渋谷の路上で人が生きたまま燃き殺されたことがある。

しかも周りには大勢の人が取り囲んでいたという。46年前のことだが、まるで中世の魔女狩りだ。

先日、渋谷暴動事件で指名手配されている元過激派の大坂容疑者と思われる人物が広島で逮捕された。渋谷暴動事件は、過激派の学生が渋谷で大暴れして交番でもぶっ壊したぐらいに、それまで思っていたが、そんな程度の「暴動」ではなかったようだ。フランス大統領選中の5月、パリで起こった暴動と同じぐらい過激に、デモ学生と警察が衝突を起こした事件だったらしい。

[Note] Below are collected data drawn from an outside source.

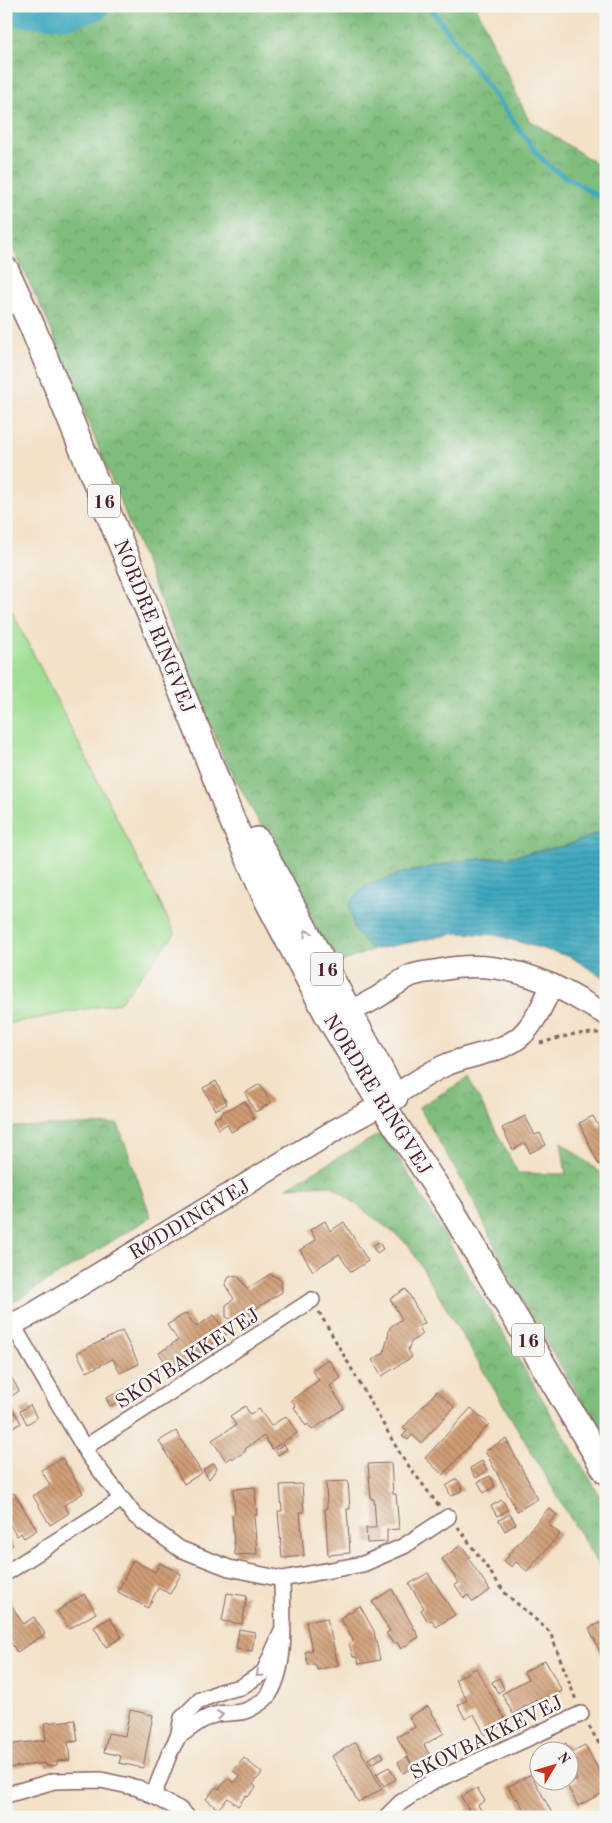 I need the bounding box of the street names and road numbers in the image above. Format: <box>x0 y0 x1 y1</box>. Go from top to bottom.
road number: 16 <box>88 484 120 518</box>
street label: NORDRE RINGVEJ <box>109 537 197 716</box>
road number: 16 <box>311 952 343 986</box>
street label: NORDRE RINGVEJ <box>319 1011 434 1179</box>
street label: RØDDINGVEJ <box>126 1177 254 1265</box>
street label: SKOVBAKKEVEJ <box>113 1306 264 1414</box>
road number: 16 <box>512 1324 544 1356</box>
street label: SKOVBAKKEVEJ <box>407 1693 566 1784</box>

その暴動の最たるものが、大坂容疑者が関係した警察官殺害。その殺し方が酷い。

『中村警部補の警備部隊は神山町でデモ隊と遭遇。大群衆に押され、部隊は後退し、数人が逃げ遅れた。路上に倒れた中村警部補には暴徒が群がり、鉄パイプでめった打ちに。そして、複数の火炎瓶が投げつけられ、激しい火の手が上がった。中村警部補は病院に搬送されたが、大やけどを負っており翌15日に亡くなった。(産経ニュース2016.11.24 )』

滅多打ちにして動けなくなったところに、ガソリンをかけてから、大坂容疑者が火炎瓶を投げつけたという記録もある。遺体は半分炭化していららしい。非道さはテロ以上。5月のパリ暴動でも火炎瓶で機動隊員が火だるまになったが、動ける状態だったので命は助かっている。
当時、現場には、デモに参加した学生たちもいたし、取材にマスコミも集まっていた。なのに、生きたまま人が燃えているのを、ただ傍観、というか記者もひたすらカメラで撮影していた、というところがもっと恐い。(戦中世代は、人が燃えているのなんて、見慣れていたということ?)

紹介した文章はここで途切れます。